Le nombre de réfugiés ukrainiens sur le sol Suisse n’a jamais été aussi élevé. Actuellement, 71’754 personnes bénéficient du statut de protection S dans le pays, selon le Secrétariat d’Etat aux migrations (SEM).
L’année dernière, le nombre de réfugiés Ukrainiens en Suisse a de nouveau augmenté de manière significative, avec l’arrivée de 4000 personnes supplémentaires. Pourtant, au cours des deux années précédentes, ce nombre était resté relativement stable, oscillant entre 65’000 et 66’000 personnes. Après un recul temporaire, la tendance est à la hausse depuis mi-2024.
L’Ukraine a assoupli l’interdiction de sortie du territoire
L’une des raisons de cette hausse réside dans la nouvelle réglementation en vigueur en Ukraine. Fin août 2025, le pays a assoupli les conditions de sortie du territoire pour les hommes âgés de 18 à 22 ans. L’interdiction de voyager qui pesait auparavant sur cette tranche d’âge a été levée.
«Quelques jours après l’entrée en vigueur de ces nouvelles dispositions, le nombre de demandes d’asile émanant de ce groupe a augmenté dans toute l’Europe.», explique Nicolas Cerclé, porte-parole du SEM, à Blick. La Suisse a également été touchée par ce phénomène: «Le nombre de demandes venant de ces personnes pour l’obtention du statut de protection S est resté élevé pendant plusieurs semaines.»
Mais entre-temps, la situation a de nouveau évolué: «Au cours des dernières semaines, nous avons constaté une nette diminution du nombre d’Ukrainiens entrant dans les centres d’asile fédéraux, en particulier des hommes âgés de 18 à 22 ans.»
Le SEM s’attend à une baisse modérée
Cette tendance à la baisse va-t-elle se poursuivre? «Le scénario le plus probable semble être celui d’une baisse modérée des demandes S pour les mois à venir», indique Nicolas Cerclé. «Au cours des trois dernières années aussi, le nombre de demandes S a diminué pendant l’hiver et a atteint son niveau le plus bas au printemps.»
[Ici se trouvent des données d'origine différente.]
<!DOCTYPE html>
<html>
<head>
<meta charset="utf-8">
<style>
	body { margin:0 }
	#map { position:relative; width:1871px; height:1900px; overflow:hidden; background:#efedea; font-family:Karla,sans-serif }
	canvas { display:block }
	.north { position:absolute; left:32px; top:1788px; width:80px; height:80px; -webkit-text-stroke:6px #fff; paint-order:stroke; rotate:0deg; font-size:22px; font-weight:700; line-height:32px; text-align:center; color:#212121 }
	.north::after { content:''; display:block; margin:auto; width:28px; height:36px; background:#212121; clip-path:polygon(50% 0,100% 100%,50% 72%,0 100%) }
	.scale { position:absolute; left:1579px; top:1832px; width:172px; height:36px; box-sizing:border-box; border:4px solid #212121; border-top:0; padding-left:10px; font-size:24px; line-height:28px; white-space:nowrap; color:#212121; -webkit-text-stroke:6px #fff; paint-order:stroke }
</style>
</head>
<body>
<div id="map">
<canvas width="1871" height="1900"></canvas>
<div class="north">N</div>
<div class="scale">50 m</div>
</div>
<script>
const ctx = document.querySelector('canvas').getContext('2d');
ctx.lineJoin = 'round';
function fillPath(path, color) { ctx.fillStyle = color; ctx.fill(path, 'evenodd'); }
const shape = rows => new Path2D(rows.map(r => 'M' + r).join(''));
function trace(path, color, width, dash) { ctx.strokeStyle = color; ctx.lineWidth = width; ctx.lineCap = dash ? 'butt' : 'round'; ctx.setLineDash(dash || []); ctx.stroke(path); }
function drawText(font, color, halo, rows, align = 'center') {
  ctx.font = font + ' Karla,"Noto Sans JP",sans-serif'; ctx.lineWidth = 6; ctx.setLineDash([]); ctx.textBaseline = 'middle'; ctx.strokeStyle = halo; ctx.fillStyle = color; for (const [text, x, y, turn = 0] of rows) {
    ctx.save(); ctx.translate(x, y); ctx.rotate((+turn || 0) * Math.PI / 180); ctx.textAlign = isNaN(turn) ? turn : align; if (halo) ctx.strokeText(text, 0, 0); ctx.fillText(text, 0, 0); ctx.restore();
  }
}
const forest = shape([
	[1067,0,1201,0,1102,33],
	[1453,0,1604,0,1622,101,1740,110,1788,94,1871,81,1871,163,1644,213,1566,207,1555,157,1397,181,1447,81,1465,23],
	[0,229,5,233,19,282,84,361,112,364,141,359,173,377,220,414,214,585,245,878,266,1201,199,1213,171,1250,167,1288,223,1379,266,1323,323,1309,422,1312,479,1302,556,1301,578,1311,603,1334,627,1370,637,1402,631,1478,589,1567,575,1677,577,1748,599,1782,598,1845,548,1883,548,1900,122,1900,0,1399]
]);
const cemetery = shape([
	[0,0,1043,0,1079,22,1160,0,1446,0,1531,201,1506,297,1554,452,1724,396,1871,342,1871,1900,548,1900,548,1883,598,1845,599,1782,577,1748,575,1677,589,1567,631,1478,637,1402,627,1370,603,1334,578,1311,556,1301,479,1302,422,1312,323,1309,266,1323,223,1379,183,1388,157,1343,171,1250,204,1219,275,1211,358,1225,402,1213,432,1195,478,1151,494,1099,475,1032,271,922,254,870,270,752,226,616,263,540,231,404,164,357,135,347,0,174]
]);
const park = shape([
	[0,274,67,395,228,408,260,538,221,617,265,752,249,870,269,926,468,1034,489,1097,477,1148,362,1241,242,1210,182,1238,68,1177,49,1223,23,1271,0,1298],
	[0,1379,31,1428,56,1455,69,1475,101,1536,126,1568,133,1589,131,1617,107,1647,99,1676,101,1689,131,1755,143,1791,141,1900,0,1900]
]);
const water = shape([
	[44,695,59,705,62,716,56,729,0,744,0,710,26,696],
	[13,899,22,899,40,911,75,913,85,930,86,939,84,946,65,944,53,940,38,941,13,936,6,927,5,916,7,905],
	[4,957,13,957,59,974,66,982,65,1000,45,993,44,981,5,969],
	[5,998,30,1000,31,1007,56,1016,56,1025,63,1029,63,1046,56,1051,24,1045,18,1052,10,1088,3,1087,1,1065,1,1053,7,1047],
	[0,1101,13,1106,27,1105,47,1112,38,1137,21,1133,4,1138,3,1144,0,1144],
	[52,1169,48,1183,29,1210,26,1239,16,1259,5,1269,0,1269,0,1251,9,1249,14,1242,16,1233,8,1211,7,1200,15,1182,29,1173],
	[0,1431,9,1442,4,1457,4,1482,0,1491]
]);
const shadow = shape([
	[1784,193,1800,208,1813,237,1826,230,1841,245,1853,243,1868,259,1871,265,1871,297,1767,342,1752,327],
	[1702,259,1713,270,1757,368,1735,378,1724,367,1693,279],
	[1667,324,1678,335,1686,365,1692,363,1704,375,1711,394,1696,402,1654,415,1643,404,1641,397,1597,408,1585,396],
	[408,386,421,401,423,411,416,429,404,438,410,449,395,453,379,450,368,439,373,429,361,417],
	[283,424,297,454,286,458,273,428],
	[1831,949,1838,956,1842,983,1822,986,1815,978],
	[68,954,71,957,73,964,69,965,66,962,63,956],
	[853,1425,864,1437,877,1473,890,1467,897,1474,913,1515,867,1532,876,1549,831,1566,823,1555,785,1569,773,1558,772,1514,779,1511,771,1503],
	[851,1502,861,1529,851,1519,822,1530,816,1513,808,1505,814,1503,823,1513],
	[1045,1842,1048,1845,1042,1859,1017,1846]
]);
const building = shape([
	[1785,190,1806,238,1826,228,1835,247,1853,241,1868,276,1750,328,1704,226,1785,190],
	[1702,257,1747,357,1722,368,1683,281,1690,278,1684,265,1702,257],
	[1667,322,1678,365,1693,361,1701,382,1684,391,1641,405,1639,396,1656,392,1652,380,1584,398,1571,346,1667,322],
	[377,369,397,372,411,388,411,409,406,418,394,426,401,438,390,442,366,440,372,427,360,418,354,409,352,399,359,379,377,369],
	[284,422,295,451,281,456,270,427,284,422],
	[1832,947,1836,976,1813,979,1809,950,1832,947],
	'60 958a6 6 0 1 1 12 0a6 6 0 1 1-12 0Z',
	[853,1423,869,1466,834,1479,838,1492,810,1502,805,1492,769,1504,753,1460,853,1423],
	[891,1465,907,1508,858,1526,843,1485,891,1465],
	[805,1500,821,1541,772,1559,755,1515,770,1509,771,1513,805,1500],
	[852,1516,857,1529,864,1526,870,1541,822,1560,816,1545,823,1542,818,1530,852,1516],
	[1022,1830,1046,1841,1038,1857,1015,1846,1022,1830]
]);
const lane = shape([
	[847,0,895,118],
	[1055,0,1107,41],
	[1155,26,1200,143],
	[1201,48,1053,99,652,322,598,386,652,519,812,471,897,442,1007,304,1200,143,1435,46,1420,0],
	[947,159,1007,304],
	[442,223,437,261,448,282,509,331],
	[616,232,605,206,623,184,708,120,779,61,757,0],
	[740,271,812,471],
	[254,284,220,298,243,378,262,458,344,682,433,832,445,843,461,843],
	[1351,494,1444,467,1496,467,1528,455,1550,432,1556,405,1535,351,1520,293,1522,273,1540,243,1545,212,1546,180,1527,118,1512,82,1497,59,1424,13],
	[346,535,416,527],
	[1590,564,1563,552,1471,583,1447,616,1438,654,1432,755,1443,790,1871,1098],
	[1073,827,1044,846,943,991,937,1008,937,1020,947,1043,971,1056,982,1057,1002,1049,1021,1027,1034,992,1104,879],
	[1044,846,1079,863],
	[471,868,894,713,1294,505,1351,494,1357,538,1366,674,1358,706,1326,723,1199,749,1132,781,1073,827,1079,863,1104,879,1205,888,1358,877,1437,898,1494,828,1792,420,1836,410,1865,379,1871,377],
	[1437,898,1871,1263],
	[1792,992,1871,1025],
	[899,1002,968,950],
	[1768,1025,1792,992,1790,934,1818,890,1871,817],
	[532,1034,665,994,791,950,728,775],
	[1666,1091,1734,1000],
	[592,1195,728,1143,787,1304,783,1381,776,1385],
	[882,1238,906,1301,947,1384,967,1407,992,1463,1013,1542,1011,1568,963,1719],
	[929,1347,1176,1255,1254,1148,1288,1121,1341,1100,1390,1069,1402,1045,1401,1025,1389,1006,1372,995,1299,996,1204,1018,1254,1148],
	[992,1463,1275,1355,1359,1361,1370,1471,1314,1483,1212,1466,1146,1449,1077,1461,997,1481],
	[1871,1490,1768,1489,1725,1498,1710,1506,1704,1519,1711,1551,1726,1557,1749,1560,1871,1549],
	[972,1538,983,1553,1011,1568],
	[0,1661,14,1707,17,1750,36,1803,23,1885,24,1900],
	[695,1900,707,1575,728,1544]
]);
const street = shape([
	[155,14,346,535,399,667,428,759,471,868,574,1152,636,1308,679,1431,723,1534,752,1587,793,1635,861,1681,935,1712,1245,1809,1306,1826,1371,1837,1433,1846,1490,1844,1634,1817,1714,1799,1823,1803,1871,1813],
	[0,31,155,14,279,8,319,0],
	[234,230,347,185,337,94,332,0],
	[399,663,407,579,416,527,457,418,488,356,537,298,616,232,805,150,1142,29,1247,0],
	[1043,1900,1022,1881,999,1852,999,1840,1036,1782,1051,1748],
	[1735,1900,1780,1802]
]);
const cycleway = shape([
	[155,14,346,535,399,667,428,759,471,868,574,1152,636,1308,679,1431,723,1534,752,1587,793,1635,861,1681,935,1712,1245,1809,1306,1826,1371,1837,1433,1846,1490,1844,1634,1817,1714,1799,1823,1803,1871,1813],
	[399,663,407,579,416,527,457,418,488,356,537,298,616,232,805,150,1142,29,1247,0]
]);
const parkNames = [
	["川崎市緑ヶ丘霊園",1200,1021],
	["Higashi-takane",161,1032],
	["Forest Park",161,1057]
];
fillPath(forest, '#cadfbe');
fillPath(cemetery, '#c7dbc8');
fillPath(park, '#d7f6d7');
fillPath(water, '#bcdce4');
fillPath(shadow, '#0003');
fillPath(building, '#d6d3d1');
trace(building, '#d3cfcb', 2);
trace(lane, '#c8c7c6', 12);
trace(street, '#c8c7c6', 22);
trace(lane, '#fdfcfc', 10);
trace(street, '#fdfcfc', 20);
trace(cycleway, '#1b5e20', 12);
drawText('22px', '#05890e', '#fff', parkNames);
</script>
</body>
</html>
A l’heure actuelle, rien ne laisse présager en Ukraine que la situation puisse être différente dans les semaines et les mois à venir. Le porte-parole relativise toutefois: «Ces dernières années ont montré que l’évolution des demandes d’asile n’est que partiellement prévisible.»
Statut de protection révoqué dans 36’000 cas
Depuis le début de la guerre d’agression russe en 2022, plus de 125’000 personnes ont demandé le statut de protection, et celui-ci a été accordé dans plus de 107’000 cas. En revanche, plus de 36’000 personnes ont vu leur statut de protection expirer ou être révoqué.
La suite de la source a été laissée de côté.